San Jose Mercury News, 1/26/14.
SACRAMENTO — Gov. Jerry Brown’s image as a responsible, penny-pinching steward of California’s finances has been cemented in recent weeks because of his renewed call to pay off California’s “wall of debt.
That’s a term Brown coined when he took office to describe the tens of billions of dollars California owed to public schools and special funds whose coffers were raided to help balance budgets in the past.
But look behind that $24.9 billion wall and you’ll see a $330 billion skyline of other liabilities threatening the state’s financial health. It includes $80 billion needed to cover teachers’ pensions and $64 billion to pay for state workers’ health care in retirement — two particularly troublesome liabilities because the state isn’t even making the minimum payments on them.
As a result — similar to the debt of a homeowner who fails to make regular mortgage payments — California’s liabilities keep growing. For example, the money needed to fully fund the California State Teachers’ Retirement System balloons by $22 million a day, or about $8 billion a year, financial analysts estimate.
“This is an enormous financial problem that no one is willing to stand up and take care of,” said Joe Nation, a public policy professor at Stanford University.
The governor acknowledged California’s unfunded liability burden Wednesday in his State of the State address, calling it “enormous and ever-growing.” In his proposed budget, he specifically calls for negotiations to resolve the teacher pension issue. But he includes no money for the upcoming fiscal year to pay down that liability.
“We can’t make a snap judgment on this,” said H.D. Palmer, spokesman for the state Department of Finance. “The prudent approach is coming up with a long-term plan that’s bought into by all stakeholders, and that will take time.”
Those stakeholders include the Legislature, school districts, CalSTRS and the teachers, whose unions Brown is expected to rely on for campaign donations and community outreach when, as is expected, he runs for reelection this fall.

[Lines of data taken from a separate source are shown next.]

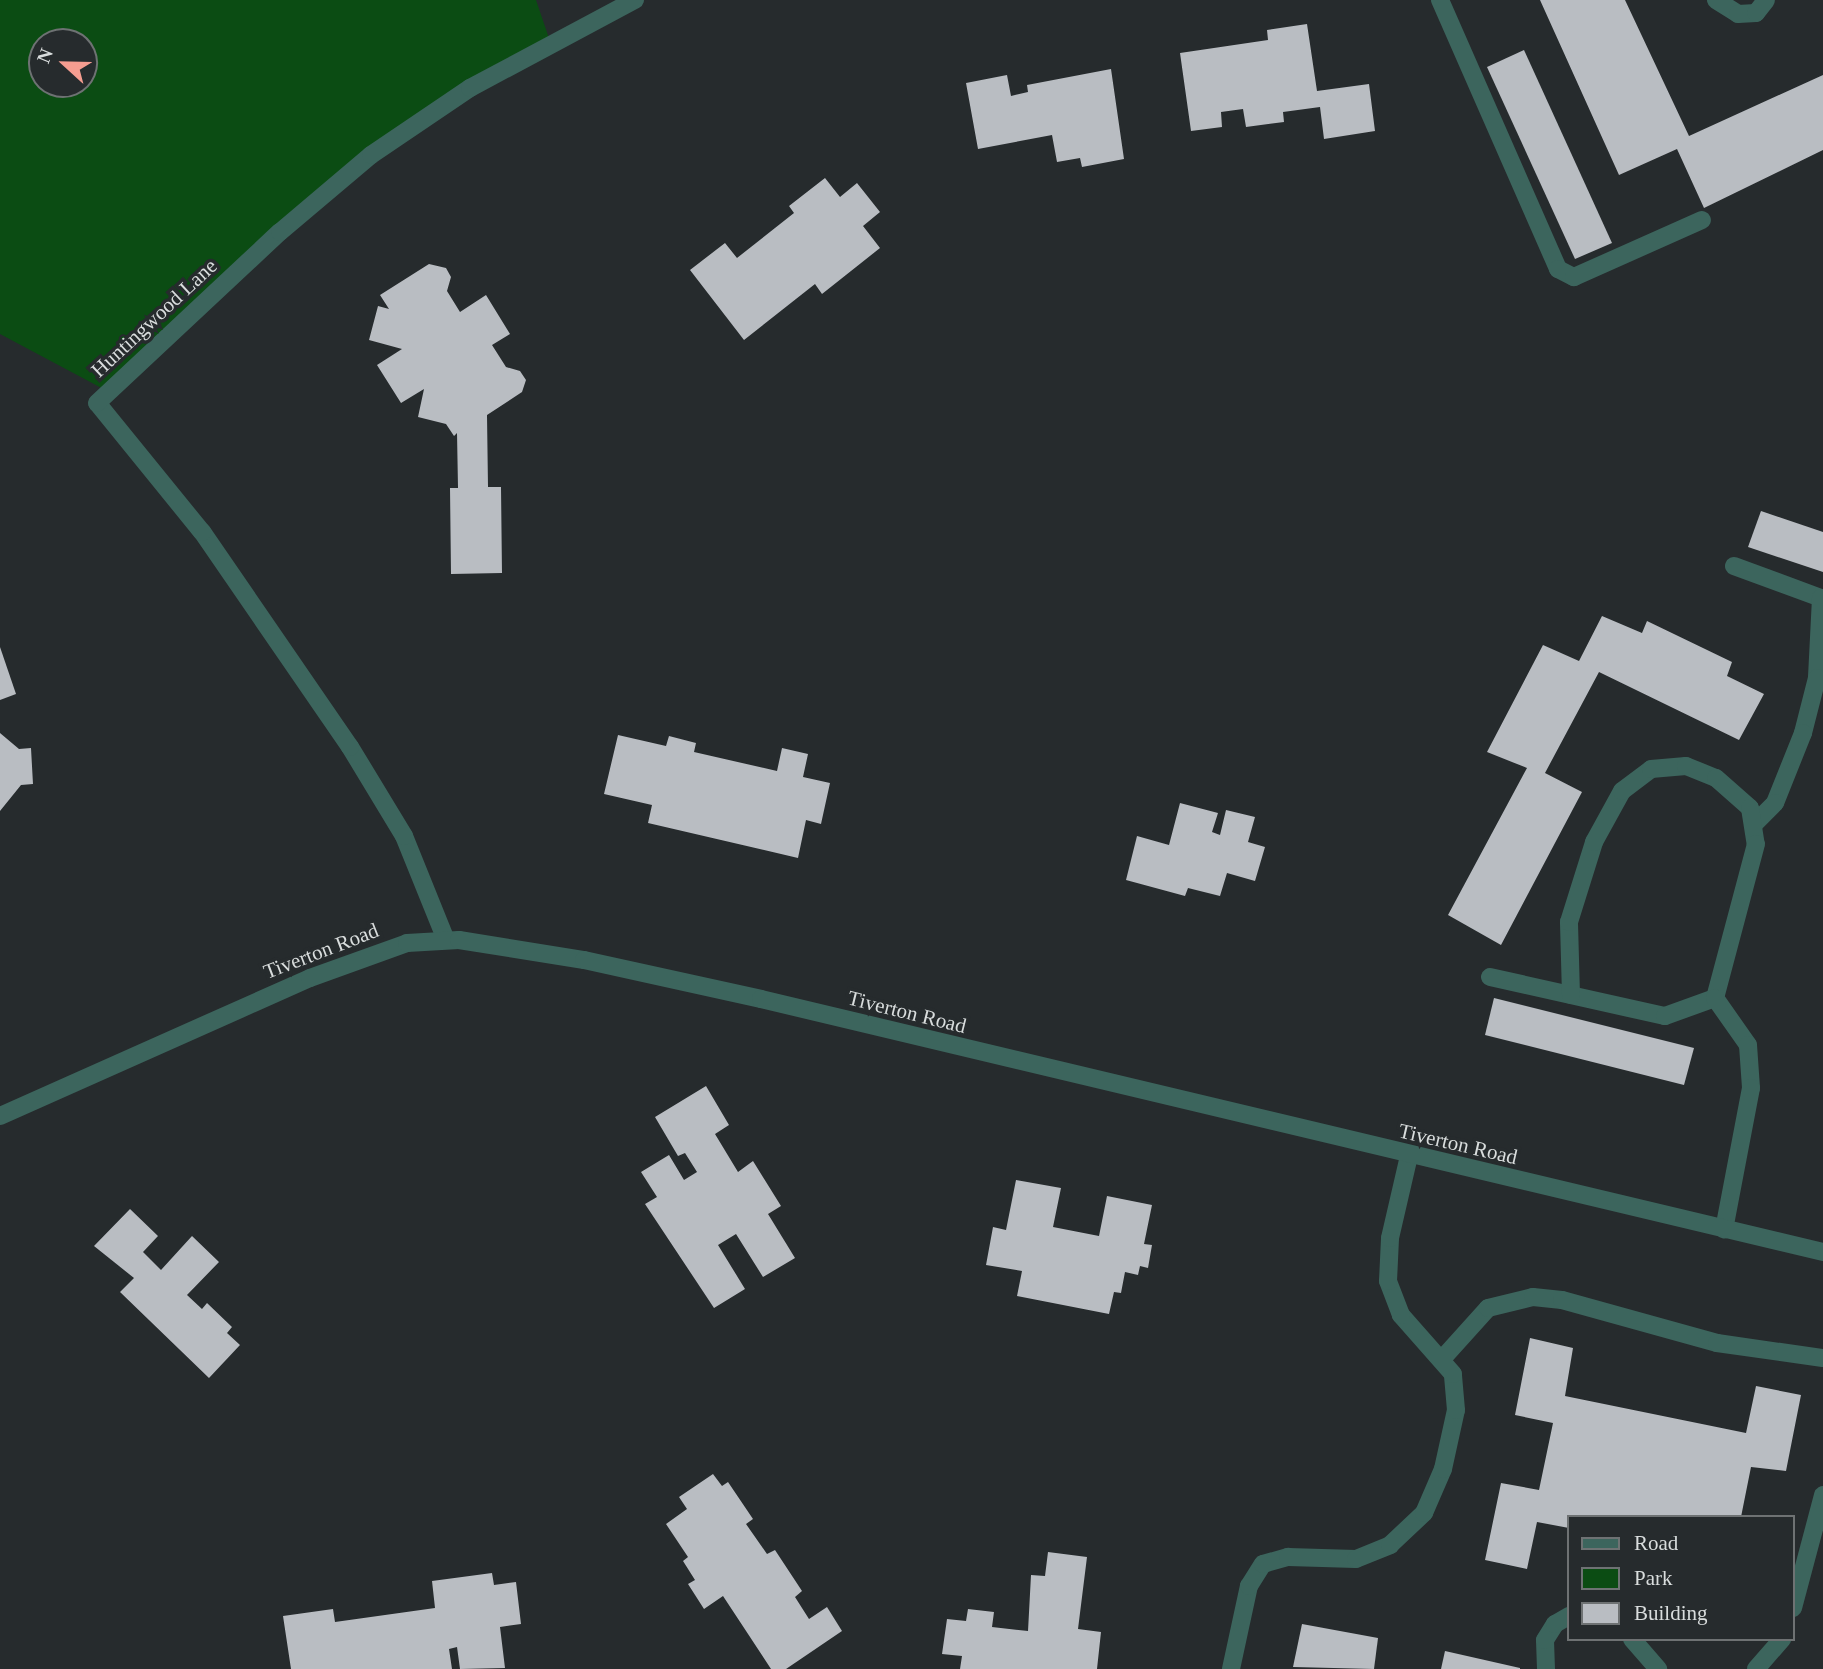 <!DOCTYPE html>
<html>
<head>
<meta charset="utf-8">
<style>
	body { margin:0 }
	#map { position:relative; width:1823px; height:1669px; overflow:hidden; background:#262b2d; font-family:"Times New Roman",serif }
	div>[style] { position:absolute }
	.green>* { inset:0; background:#0b4c13 }
	.building>* { inset:0; background:#b9bdc2 }
	.service>* { height:18px; margin:-9px; padding:0 9px; transform-origin:9px; border-radius:9px; background:#3c655d }
	.minor>* { height:18px; margin:-9px; padding:0 9px; transform-origin:9px; border-radius:9px; background:#3c655d }
	span { translate:-50% -50%; white-space:nowrap; text-align:center; line-height:1.15; -webkit-text-stroke:7px #262b2d; paint-order:stroke }
	.street-label { font-size:21px; color:#d9dddd }
	.legend { position:absolute; left:1567px; top:1515px; width:228px; height:126px; box-sizing:border-box; background:#262b2d; border:2px solid #6e7273; margin:0; padding:9px 12px; list-style:none; font-size:21px; color:#d9dddd }
	.legend li { display:flex; align-items:center; gap:14px; height:35px }
	.legend b { width:35px; border:2px solid #6e7273 }
	.north { position:absolute; left:28px; top:28px; width:70px; height:70px; box-sizing:border-box; background:#262b2d; border:2px solid #6e7273; border-radius:50%; rotate:292deg; font-size:19px; font-weight:700; line-height:28px; text-align:center; color:#d9dddd }
	.north::after { content:''; display:block; margin:auto; width:24px; height:32px; background:#f59d90; clip-path:polygon(50% 0,100% 100%,50% 72%,0 100%) }
</style>
</head>
<body>
<div id="map">
	<div class="green">
		<div style="clip-path:polygon(evenodd,0 0,536px 0,552px 47px,404px 133px,109px 392px,0 334px,0 0,42px 42px,84px 42px,84px 84px,42px 84px,42px 42px)"></div>
	</div>
	<div class="building">
		<div style="clip-path:polygon(1540px 0,1625px 0,1689px 136px,1823px 75px,1823px 150px,1704px 208px,1677px 149px,1619px 175px)"></div>
		<div style="clip-path:polygon(1307px 24px,1317px 91px,1369px 84px,1375px 131px,1324px 139px,1320px 107px,1283px 112px,1284px 122px,1246px 127px,1243px 109px,1221px 112px,1222px 127px,1191px 131px,1180px 53px,1268px 40px,1267px 30px)"></div>
		<div style="clip-path:polygon(1524px 50px,1612px 243px,1575px 259px,1487px 67px)"></div>
		<div style="clip-path:polygon(1111px 69px,1124px 159px,1082px 167px,1080px 158px,1057px 162px,1052px 135px,978px 149px,966px 83px,1007px 75px,1011px 96px,1028px 92px,1027px 85px)"></div>
		<div style="clip-path:polygon(825px 178px,840px 197px,857px 183px,880px 212px,863px 226px,880px 248px,822px 294px,815px 284px,744px 340px,690px 270px,725px 243px,737px 258px,794px 213px,789px 206px)"></div>
		<div style="clip-path:polygon(429px 264px,446px 268px,451px 277px,447px 291px,460px 312px,486px 295px,510px 334px,492px 345px,506px 367px,520px 371px,526px 380px,522px 392px,487px 415px,488px 487px,501px 487px,502px 573px,451px 574px,450px 488px,458px 488px,457px 433px,454px 436px,446px 424px,418px 417px,424px 389px,401px 403px,377px 365px,402px 349px,369px 340px,378px 306px,389px 309px,380px 295px)"></div>
		<div style="clip-path:polygon(1761px 511px,1823px 532px,1823px 572px,1748px 547px)"></div>
		<div style="clip-path:polygon(1602px 616px,1642px 633px,1647px 621px,1732px 662px,1727px 676px,1764px 694px,1739px 740px,1599px 672px,1545px 773px,1582px 792px,1501px 945px,1448px 915px,1527px 768px,1487px 752px,1543px 645px,1579px 661px)"></div>
		<div style="clip-path:polygon(0 647px,16px 694px,0 700px)"></div>
		<div style="clip-path:polygon(0 733px,19px 749px,31px 748px,33px 784px,21px 785px,0 811px)"></div>
		<div style="clip-path:polygon(618px 735px,666px 746px,669px 736px,696px 743px,694px 752px,777px 771px,782px 748px,808px 754px,803px 777px,830px 783px,821px 824px,806px 820px,798px 858px,648px 823px,652px 805px,604px 794px)"></div>
		<div style="clip-path:polygon(1180px 803px,1218px 813px,1212px 832px,1220px 835px,1226px 810px,1255px 817px,1248px 842px,1265px 847px,1255px 881px,1227px 873px,1220px 896px,1188px 888px,1185px 896px,1126px 880px,1137px 836px,1169px 845px)"></div>
		<div style="clip-path:polygon(1494px 998px,1694px 1048px,1684px 1085px,1485px 1035px)"></div>
		<div style="clip-path:polygon(706px 1086px,729px 1125px,715px 1134px,738px 1172px,753px 1161px,781px 1206px,768px 1214px,795px 1258px,763px 1277px,736px 1234px,718px 1245px,745px 1289px,714px 1308px,645px 1204px,657px 1197px,641px 1172px,669px 1155px,684px 1180px,697px 1172px,685px 1153px,678px 1156px,655px 1117px)"></div>
		<div style="clip-path:polygon(1016px 1180px,1061px 1188px,1053px 1227px,1099px 1236px,1107px 1196px,1152px 1205px,1144px 1244px,1152px 1245px,1148px 1268px,1140px 1266px,1138px 1275px,1125px 1272px,1121px 1293px,1114px 1292px,1109px 1314px,1017px 1296px,1022px 1271px,986px 1265px,993px 1227px,1006px 1230px)"></div>
		<div style="clip-path:polygon(130px 1209px,158px 1236px,143px 1252px,161px 1270px,192px 1236px,219px 1262px,187px 1295px,202px 1309px,207px 1303px,232px 1327px,227px 1333px,240px 1345px,209px 1378px,120px 1292px,134px 1278px,94px 1246px)"></div>
		<div style="clip-path:polygon(1530px 1338px,1573px 1348px,1565px 1396px,1746px 1433px,1756px 1386px,1801px 1395px,1786px 1471px,1751px 1467px,1741px 1517px,1569px 1517px,1569px 1528px,1537px 1522px,1527px 1569px,1485px 1560px,1501px 1483px,1539px 1490px,1553px 1423px,1515px 1415px)"></div>
		<div style="clip-path:polygon(713px 1474px,722px 1486px,728px 1482px,753px 1519px,746px 1524px,767px 1554px,775px 1550px,802px 1591px,795px 1597px,809px 1619px,827px 1607px,842px 1631px,786px 1669px,771px 1669px,723px 1596px,704px 1609px,688px 1584px,695px 1580px,683px 1561px,688px 1557px,666px 1524px,687px 1509px,679px 1497px)"></div>
		<div style="clip-path:polygon(1048px 1552px,1087px 1557px,1078px 1629px,1101px 1632px,1097px 1669px,960px 1669px,962px 1656px,942px 1654px,947px 1619px,966px 1621px,968px 1609px,994px 1612px,992px 1627px,1028px 1631px,1031px 1575px,1045px 1576px)"></div>
		<div style="clip-path:polygon(492px 1573px,494px 1585px,516px 1582px,521px 1624px,500px 1627px,505px 1668px,460px 1669px,457px 1647px,449px 1649px,452px 1669px,291px 1669px,283px 1616px,333px 1609px,335px 1622px,435px 1608px,432px 1581px)"></div>
		<div style="clip-path:polygon(1302px 1624px,1378px 1638px,1374px 1669px,1293px 1667px)"></div>
		<div style="clip-path:polygon(1445px 1651px,1520px 1668px,1520px 1669px,1441px 1669px)"></div>
	</div>
	<div class="service">
		<div style="left:1440px;top:0;width:294px;rotate:66.3deg"></div>
		<div style="left:1558px;top:269px;width:18px;rotate:27deg"></div>
		<div style="left:1574px;top:277px;width:140px;rotate:-24deg"></div>
		<div style="left:1716px;top:0;width:26px;rotate:32deg"></div>
		<div style="left:1738px;top:14px;width:18px;rotate:-3deg"></div>
		<div style="left:1756px;top:13px;width:16px;rotate:-52deg"></div>
		<div style="left:1734px;top:566px;width:93px;rotate:20.2deg"></div>
		<div style="left:1821px;top:598px;width:80px;rotate:92.9deg"></div>
		<div style="left:1817px;top:678px;width:57px;rotate:104.3deg"></div>
		<div style="left:1803px;top:733px;width:75px;rotate:111.8deg"></div>
		<div style="left:1775px;top:803px;width:28px;rotate:135deg"></div>
		<div style="left:1490px;top:977px;width:179px;rotate:12.6deg"></div>
		<div style="left:1665px;top:1016px;width:53px;rotate:-19.8deg"></div>
		<div style="left:1571px;top:995px;width:73px;rotate:-91.6deg"></div>
		<div style="left:1569px;top:922px;width:84px;rotate:-72.6deg"></div>
		<div style="left:1594px;top:842px;width:58px;rotate:-61.2deg"></div>
		<div style="left:1622px;top:791px;width:36px;rotate:-37deg"></div>
		<div style="left:1651px;top:769px;width:35px;rotate:-5deg"></div>
		<div style="left:1686px;top:766px;width:32px;rotate:22deg"></div>
		<div style="left:1716px;top:778px;width:45px;rotate:41.4deg"></div>
		<div style="left:1750px;top:808px;width:36px;rotate:81deg"></div>
		<div style="left:1756px;top:844px;width:159px;rotate:104.9deg"></div>
		<div style="left:1715px;top:998px;width:57px;rotate:54.9deg"></div>
		<div style="left:1748px;top:1045px;width:43px;rotate:86deg"></div>
		<div style="left:1751px;top:1088px;width:144px;rotate:100.8deg"></div>
		<div style="left:1443px;top:1358px;width:67px;rotate:-48deg"></div>
		<div style="left:1488px;top:1308px;width:46px;rotate:-13.7deg"></div>
		<div style="left:1533px;top:1297px;width:29px;rotate:6deg"></div>
		<div style="left:1562px;top:1300px;width:161px;rotate:15.5deg"></div>
		<div style="left:1717px;top:1343px;width:107px;rotate:8.1deg"></div>
		<div style="left:1793px;top:1608px;width:117px;rotate:-75.1deg"></div>
		<div style="left:1632px;top:1639px;width:40px;rotate:49deg"></div>
		<div style="left:1231px;top:1669px;width:85px;rotate:-77.8deg"></div>
		<div style="left:1249px;top:1586px;width:26px;rotate:-58deg"></div>
		<div style="left:1263px;top:1564px;width:26px;rotate:-16deg"></div>
		<div style="left:1288px;top:1557px;width:68px;rotate:1.7deg"></div>
		<div style="left:1356px;top:1559px;width:37px;rotate:-22deg"></div>
		<div style="left:1390px;top:1545px;width:47px;rotate:-43.3deg"></div>
		<div style="left:1424px;top:1513px;width:48px;rotate:-66.6deg"></div>
		<div style="left:1443px;top:1469px;width:60px;rotate:-77.6deg"></div>
		<div style="left:1456px;top:1410px;width:36px;rotate:-95deg"></div>
		<div style="left:1453px;top:1374px;width:79px;rotate:-131.4deg"></div>
		<div style="left:1401px;top:1315px;width:36px;rotate:-111deg"></div>
		<div style="left:1388px;top:1281px;width:43px;rotate:-87.3deg"></div>
		<div style="left:1390px;top:1238px;width:84px;rotate:-77deg"></div>
		<div style="left:1546px;top:1669px;width:29px;rotate:-92deg"></div>
		<div style="left:1545px;top:1640px;width:19px;rotate:-58deg"></div>
		<div style="left:1555px;top:1624px;width:16px;rotate:-30deg"></div>
		<div style="left:1756px;top:1669px;width:40px;rotate:-49deg"></div>
	</div>
	<div class="minor">
		<div style="left:446px;top:940px;width:112px;rotate:-112deg"></div>
		<div style="left:404px;top:836px;width:104px;rotate:-121.2deg"></div>
		<div style="left:350px;top:747px;width:261px;rotate:-124.5deg"></div>
		<div style="left:202px;top:532px;width:166px;rotate:-129.1deg"></div>
		<div style="left:97px;top:403px;width:250px;rotate:-43.1deg"></div>
		<div style="left:280px;top:232px;width:119px;rotate:-40.2deg"></div>
		<div style="left:371px;top:155px;width:120px;rotate:-34.1deg"></div>
		<div style="left:470px;top:88px;width:187px;rotate:-28.1deg"></div>
		<div style="left:0;top:1116px;width:339px;rotate:-24deg"></div>
		<div style="left:310px;top:978px;width:103px;rotate:-19.8deg"></div>
		<div style="left:407px;top:943px;width:52px;rotate:-3.3deg"></div>
		<div style="left:459px;top:940px;width:127px;rotate:9.1deg"></div>
		<div style="left:584px;top:960px;width:181px;rotate:12.4deg"></div>
		<div style="left:761px;top:999px;width:1092px;rotate:13.4deg"></div>
	</div>
	<div class="street-label">
		<span style="left:154px;top:318px;rotate:-43deg">Huntingwood Lane</span>
		<span style="left:321px;top:951px;rotate:-21deg">Tiverton Road</span>
		<span style="left:907px;top:1012px;rotate:14deg">Tiverton Road</span>
		<span style="left:1458px;top:1144px;rotate:13deg">Tiverton Road</span>
	</div>
	<ul class="legend">
	<li><b style="height:9px;background:#3c655d"></b>Road</li>
	<li><b style="height:19px;background:#0b4c13"></b>Park</li>
	<li><b style="height:19px;background:#b9bdc2"></b>Building</li>
	</ul>
	<div class="north">N</div>
</div>
</body>
</html>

Nonpartisan budget analysts, however, say the state shouldn’t waste any more time and should start setting aside money to pay down the CalSTRS debt. Indeed, analysts say, it might be smarter to put funds toward CalSTRS rather than accelerating the payments to retire the “wall of debt,” as Brown has chosen to do. That’s because the interest rates for pension liabilities are higher.
On the issue of retiree health care, the state hasn’t set aside money for future expenses, instead opting to directly pay the costs as they arise. But if the state started saving now for the future cost of coverage that’s been promised to state workers in retirement, that would trigger accounting changes. As a result, the state could reduce its long-term liabilities by $20 billion almost immediately, said Ryan Miller, a senior analyst in the state’s Legislative Analyst’s Office.
While teachers’ pensions and retiree health care have gotten the most attention, they’re not the only liabilities.
Almost $65 billion is needed to pay for deferred maintenance of state roadways, bridges and other infrastructure.
Nearly $9 billion is owed to the federal government for unemployment benefits that have been borrowed over the years.
The University of California pension and retiree health care plans are $25 billion underfunded.
California’s pension funds were not always woefully underfunded. In fact, in the late 1990s they were flush with cash.
The stock market was on fire and capital-gains taxes were soaring thanks to the dot-com boom, and many Californians seemed confident that the state would never again have a tough time economically, Stanford’s Nation said.
In Sacramento, Democrats controlled both houses of the Legislature in 1999, the same year a new Democratic governor, Gray Davis, took office after 16 years of Republican governors. The political alignment and “irrational exuberance” about California’s financial future led lawmakers and local officials to dramatically increase pension benefits at the same time the state, cities and counties were allowed to decrease contributions to the funds.
“All you can do is govern for your time,” Davis said in an interview last week. “The pensions were appropriate assuming we could afford it, but subsequent events, including the Great Recession, proved we could not afford it and must adjust.”
In the years after the dot-com bubble burst in late 2000 and early 2001, CalSTRS and the even-larger California Public Employees’ Retirement System lost tens of billions of dollars. And when the global financial crisis hit in 2008, they lost tens of billions more.
At CalPERS, even though the stock market eventually rebounded, investment returns since 1999 haven’t lived up to the predictions. That’s one of the reasons the unfunded liability for the pensions of state workers and judges is $48.6 billion.
Pension reform signed by Brown in 2011 reduced pension benefits for new workers, meaning most of the savings will be years away. Critics such as San Jose Mayor Chuck Reed, who hopes to get a pension measure on November’s statewide ballot, have said the reform didn’t go far enough.
The way out will likely require additional payments from the state, school districts, teachers and state workers, but figuring out who pays what will be tough, said Larry Gerston, a political science professor at San Jose State.
Labor leaders are the “bread and butter” of Brown’s campaign operation, Gerston said, so tussling with them over such a thorny issue in an election year would not be wise.
“Whatever you want to say about Jerry Brown, you can’t accuse him of being fiscally irresponsible,” he said. “Down the road, I expect we’ll see reform here.”